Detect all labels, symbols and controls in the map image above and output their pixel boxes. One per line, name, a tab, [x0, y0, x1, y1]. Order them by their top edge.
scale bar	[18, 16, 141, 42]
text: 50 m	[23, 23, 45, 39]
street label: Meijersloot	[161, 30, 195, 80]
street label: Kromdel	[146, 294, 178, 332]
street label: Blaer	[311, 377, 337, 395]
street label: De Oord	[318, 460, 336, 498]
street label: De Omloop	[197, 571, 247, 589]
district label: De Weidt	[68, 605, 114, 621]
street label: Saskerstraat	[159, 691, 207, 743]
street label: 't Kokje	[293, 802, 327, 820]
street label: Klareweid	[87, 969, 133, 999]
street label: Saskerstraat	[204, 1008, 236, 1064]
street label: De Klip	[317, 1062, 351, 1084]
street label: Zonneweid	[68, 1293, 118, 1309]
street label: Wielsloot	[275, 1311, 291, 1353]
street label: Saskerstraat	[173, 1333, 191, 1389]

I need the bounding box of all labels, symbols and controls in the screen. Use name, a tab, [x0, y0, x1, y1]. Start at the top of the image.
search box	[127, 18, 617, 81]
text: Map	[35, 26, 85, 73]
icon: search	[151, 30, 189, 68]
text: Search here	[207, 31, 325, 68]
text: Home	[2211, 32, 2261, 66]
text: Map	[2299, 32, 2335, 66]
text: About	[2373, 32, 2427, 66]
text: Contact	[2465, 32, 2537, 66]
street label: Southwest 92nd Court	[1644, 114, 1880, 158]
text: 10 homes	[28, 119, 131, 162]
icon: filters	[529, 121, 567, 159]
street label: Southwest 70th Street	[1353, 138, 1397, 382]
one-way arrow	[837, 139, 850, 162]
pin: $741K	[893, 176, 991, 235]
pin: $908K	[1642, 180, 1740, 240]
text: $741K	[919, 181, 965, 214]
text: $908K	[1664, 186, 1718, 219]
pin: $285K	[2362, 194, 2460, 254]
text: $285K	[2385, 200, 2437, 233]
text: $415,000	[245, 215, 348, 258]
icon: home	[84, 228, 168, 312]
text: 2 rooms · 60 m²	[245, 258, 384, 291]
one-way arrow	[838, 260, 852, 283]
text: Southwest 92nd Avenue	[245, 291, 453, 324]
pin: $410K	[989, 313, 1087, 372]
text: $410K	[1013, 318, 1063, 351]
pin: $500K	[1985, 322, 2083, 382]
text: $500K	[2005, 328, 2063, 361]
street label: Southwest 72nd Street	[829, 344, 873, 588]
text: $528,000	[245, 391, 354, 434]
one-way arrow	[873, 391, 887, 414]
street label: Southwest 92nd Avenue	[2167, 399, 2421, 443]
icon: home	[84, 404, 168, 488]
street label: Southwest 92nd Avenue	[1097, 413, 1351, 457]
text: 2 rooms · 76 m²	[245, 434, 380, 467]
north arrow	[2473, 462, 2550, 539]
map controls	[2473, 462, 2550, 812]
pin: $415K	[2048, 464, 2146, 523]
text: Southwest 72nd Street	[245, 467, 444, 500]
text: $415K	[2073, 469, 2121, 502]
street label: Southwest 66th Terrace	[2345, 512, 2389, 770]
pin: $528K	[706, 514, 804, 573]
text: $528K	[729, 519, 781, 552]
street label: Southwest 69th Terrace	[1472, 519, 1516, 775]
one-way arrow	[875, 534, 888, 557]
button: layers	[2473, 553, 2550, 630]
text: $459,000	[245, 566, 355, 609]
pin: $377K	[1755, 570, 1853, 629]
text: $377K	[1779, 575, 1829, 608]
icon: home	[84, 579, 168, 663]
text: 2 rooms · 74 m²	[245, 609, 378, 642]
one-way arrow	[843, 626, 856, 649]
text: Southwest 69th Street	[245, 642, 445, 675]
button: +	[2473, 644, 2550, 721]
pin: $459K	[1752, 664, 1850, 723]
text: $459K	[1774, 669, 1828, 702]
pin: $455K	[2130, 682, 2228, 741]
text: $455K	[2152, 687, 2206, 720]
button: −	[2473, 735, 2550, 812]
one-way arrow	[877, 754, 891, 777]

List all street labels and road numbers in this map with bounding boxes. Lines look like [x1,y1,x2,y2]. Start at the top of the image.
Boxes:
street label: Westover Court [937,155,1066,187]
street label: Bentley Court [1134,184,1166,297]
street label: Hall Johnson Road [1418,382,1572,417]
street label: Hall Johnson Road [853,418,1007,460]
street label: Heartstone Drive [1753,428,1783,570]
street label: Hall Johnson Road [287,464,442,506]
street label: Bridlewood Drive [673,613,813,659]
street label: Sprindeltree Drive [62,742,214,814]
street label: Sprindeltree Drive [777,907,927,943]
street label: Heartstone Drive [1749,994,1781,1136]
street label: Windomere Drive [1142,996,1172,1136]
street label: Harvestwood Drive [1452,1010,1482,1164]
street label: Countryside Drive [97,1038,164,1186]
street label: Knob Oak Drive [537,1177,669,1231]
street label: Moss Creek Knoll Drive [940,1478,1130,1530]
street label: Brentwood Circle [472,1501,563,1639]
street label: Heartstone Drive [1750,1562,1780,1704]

▸ Assignment
Where does "image" occur in the data? Copy each line that has it.

▸ Task answer
Detect all labels, symbols and controls in the map image above and output their pixel boxes. One per line, name, a tab, [x0, y0, x1, y1]. Order them by their top edge.
I need the bounding box of all labels, symbols and controls in the screen. Use name, a tab, [x0, y0, x1, y1]. Start at the top of the image.
List all street labels and road numbers in this map with bounding boxes. Lines look like [x1,y1,x2,y2]. Start at the top of the image.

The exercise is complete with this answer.